"Mamma Mia!," the musical based on the songs of Abba, is a silly affair all around, and that's its greatest asset. The show takes some of the Swedish pop group's best-known tunes and threads a narrative through them, albeit a pretty flimsy one that starts off well enough but collapses under its own weightlessness.
“Mamma Mia!,” the musical based on the songs of Abba, is a silly affair all around, and that’s its greatest asset. The show takes some of the Swedish pop group’s best-known tunes and threads a narrative through them, albeit a pretty flimsy one that starts off well enough but collapses under its own weightlessness. Not that it matters, since despite some marketing to the contrary, the story just provides an excuse for the performers to deliver the ditties like “Dancing Queen” and “The Winner Takes It All” and the repetitively titled “Gimme, Gimme, Gimme,” “Honey Honey,” “Money, Money, Money” and “I Do, I Do, I Do, I Do, I Do” to an audience ready to eat them up. Emptier entertainment would be hard to find, but that’s a brand of feel-good fun this show emits in abundance.
The story, irrelevant though it may be, goes like this: 20-year-old Sophie (Tina Maddigan) is about to get married on the Greek island where she has been raised by her independent mom Donna (Louise Pitre), who once was the lead singer in the “world’s first girl-power band.”
Desperate to know who her father is, Sophie has read Donna’s old diary entries and narrowed the possibilities to three candidates, whom she has invited to her wedding, unbeknownst to her mom.
Sophie’s three possible dads are Sam (Gary P. Lynch), an architect who left Donna for his then-fiancee; Bill (David Mucci), a beefy Australian travel writer; and Harry (Lee MacDougall), a rather nerdish banker once called, for reasons clearly ironic, Headbanger.
Sophie gradually fills them in on why she has summoned them, and each volunteers to walk her down the aisle. Determining which one is her real father, though, turns out to be more difficult than expected.
Donna, meanwhile, has to deal with being confronted by her past, when she was a lot more carefree than she is now. She’s not happy that her daughter sees fit to get married at the tender age of 20, and has to be cheered up by her former bandmates, the much-married Tanya (Mary Ellen Mahoney) and the lovelorn feminist Rosie (Gabrielle Jones).
Donna also finds her feelings for Sam immediately rekindled — (“Mamma Mia,” she sings upon seeing him, “Why did I let him go?,” but you know the words).
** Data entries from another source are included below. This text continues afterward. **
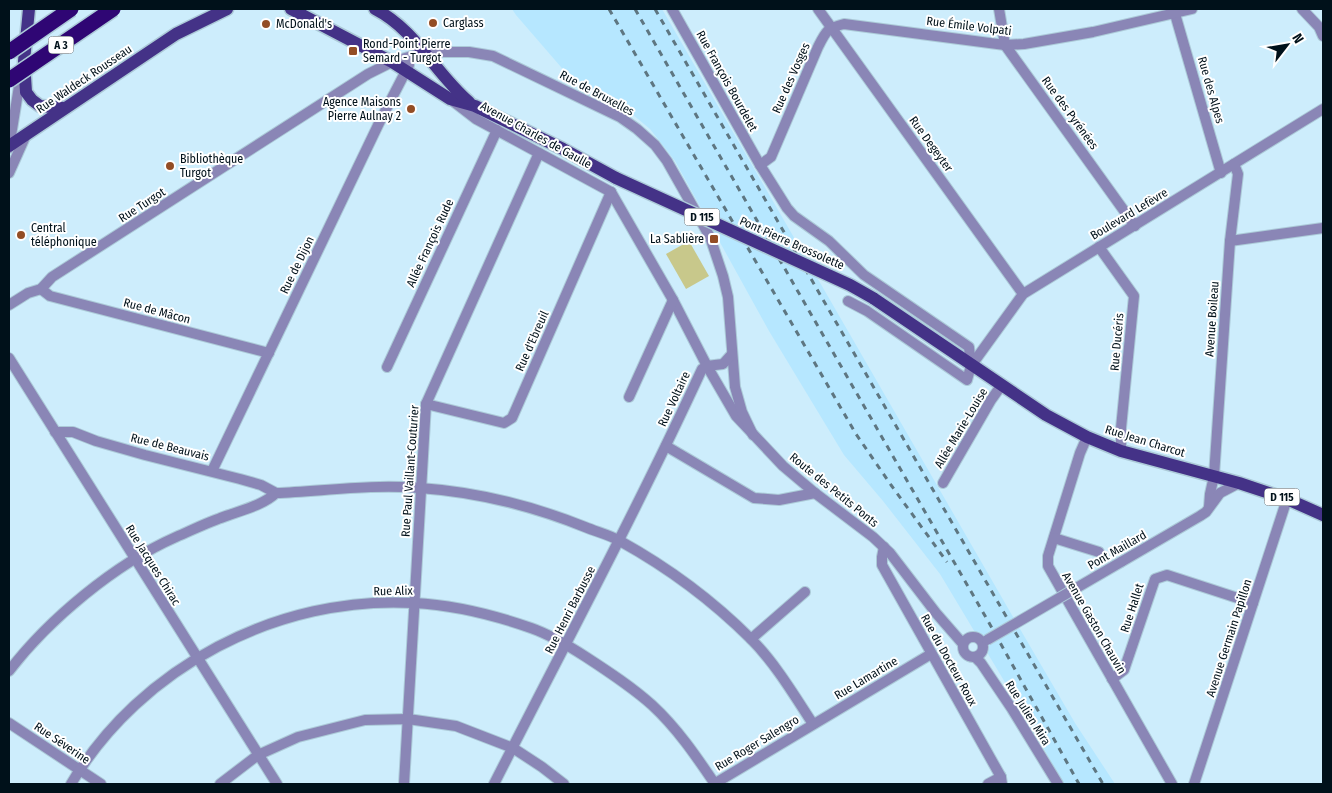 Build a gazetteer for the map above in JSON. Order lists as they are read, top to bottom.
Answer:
{
  "streets": {
    "highway": ["A 3"],
    "main road": [
      "Rue Waldeck Rousseau",
      "Avenue Charles de Gaulle",
      "D 115",
      "Pont Pierre Brossolette",
      "Rue Jean Charcot"
    ],
    "street": [
      "Rue Émile Volpati",
      "Rue des Vosges",
      "Rue François Bourdelet",
      "Rue des Alpes",
      "Rue de Bruxelles",
      "Rue des Pyrénées",
      "Rue Degeyter",
      "Rue Turgot",
      "Boulevard Lefèvre",
      "Allée François Rude",
      "Rue de Dijon",
      "Rue de Mâcon",
      "Avenue Boileau",
      "Rue d'Ebreuil",
      "Rue Ducéris",
      "Rue Voltaire",
      "Allée Marie-Louise",
      "Rue de Beauvais",
      "Rue Paul Vaillant-Couturier",
      "Route des Petits Ponts",
      "Pont Maillard",
      "Rue Jacques Chirac",
      "Rue Alix",
      "Rue Hallet",
      "Rue Henri Barbusse",
      "Avenue Gaston Chauvin",
      "Avenue Germain Papillon",
      "Rue du Docteur Roux",
      "Rue Lamartine",
      "Rue Julien Mira",
      "Rue Séverine",
      "Rue Roger Salengro"
    ]
  },
  "crossings": [
    ["Rue Émile Volpati", "Rue des Vosges"],
    ["Rue Émile Volpati", "Rue des Alpes"],
    ["Rue Émile Volpati", "Rue des Pyrénées"],
    ["Rue Émile Volpati", "Rue Degeyter"],
    ["Rue des Vosges", "Rue François Bourdelet"],
    ["Rue des Vosges", "Rue Degeyter"],
    ["Rue des Alpes", "Boulevard Lefèvre"],
    ["Rue de Bruxelles", "Avenue Charles de Gaulle"],
    ["Rue de Bruxelles", "Rue Turgot"],
    ["Rue de Bruxelles", "Rue de Dijon"],
    ["Rue de Bruxelles", "Route des Petits Ponts"],
    ["Rue des Pyrénées", "Boulevard Lefèvre"],
    ["Avenue Charles de Gaulle", "Rue Turgot"],
    ["Avenue Charles de Gaulle", "Allée François Rude"],
    ["Avenue Charles de Gaulle", "Pont Pierre Brossolette"],
    ["Avenue Charles de Gaulle", "Rue de Dijon"],
    ["Avenue Charles de Gaulle", "Rue d'Ebreuil"],
    ["Avenue Charles de Gaulle", "Rue Paul Vaillant-Couturier"],
    ["Avenue Charles de Gaulle", "Route des Petits Ponts"],
    ["Rue Degeyter", "Boulevard Lefèvre"],
    ["Rue Turgot", "Rue de Mâcon"],
    ["Boulevard Lefèvre", "Avenue Boileau"],
    ["Boulevard Lefèvre", "Rue Ducéris"],
    ["Boulevard Lefèvre", "Rue Jean Charcot"],
    ["Pont Pierre Brossolette", "Rue Jean Charcot"],
    ["Rue de Dijon", "Rue de Mâcon"],
    ["Rue de Dijon", "Rue de Beauvais"],
    ["Avenue Boileau", "Rue Jean Charcot"],
    ["Rue d'Ebreuil", "Rue Paul Vaillant-Couturier"],
    ["Rue d'Ebreuil", "Route des Petits Ponts"],
    ["Rue Ducéris", "Rue Jean Charcot"],
    ["Rue Voltaire", "Route des Petits Ponts"],
    ["Rue Voltaire", "Rue Henri Barbusse"],
    ["Allée Marie-Louise", "Rue Jean Charcot"],
    ["Rue Jean Charcot", "Pont Maillard"],
    ["Rue Jean Charcot", "Avenue Gaston Chauvin"],
    ["Rue Jean Charcot", "Avenue Germain Papillon"],
    ["Rue de Beauvais", "Rue Jacques Chirac"],
    ["Rue Paul Vaillant-Couturier", "Rue Alix"],
    ["Route des Petits Ponts", "Pont Maillard"],
    ["Route des Petits Ponts", "Rue du Docteur Roux"],
    ["Route des Petits Ponts", "Rue Julien Mira"],
    ["Pont Maillard", "Rue Julien Mira"],
    ["Rue Jacques Chirac", "Rue Alix"],
    ["Rue Alix", "Rue Henri Barbusse"],
    ["Rue Alix", "Rue Séverine"],
    ["Rue Alix", "Rue Roger Salengro"],
    ["Rue Hallet", "Avenue Gaston Chauvin"],
    ["Rue Hallet", "Avenue Germain Papillon"],
    ["Rue du Docteur Roux", "Rue Lamartine"],
    ["Rue Lamartine", "Rue Roger Salengro"]
  ],
  "places": {
    "other": [
      "Carglass",
      "McDonald's",
      "Agence Maisons Pierre Aulnay 2",
      "Bibliothèque Turgot",
      "Central téléphonique"
    ],
    "transit": ["Rond-Point Pierre Semard - Turgot", "La Sablière"]
  },
  "north": "top right"
}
Catherine Johnson wrote the book, and the premise is actually pretty good. It has a clear end-game — the wedding, the identification of the dad — and provides lots of opportunities for nostalgic remembrance, which is where many of the best songs come in.
The audience gets to have fun figuring out how she’ll weave in the numbers and which one will come next. (The program lists the songs but not the order.) There’s some cleverness involved, with abrupt entries into familiar songs providing some of the biggest laughs of the evening.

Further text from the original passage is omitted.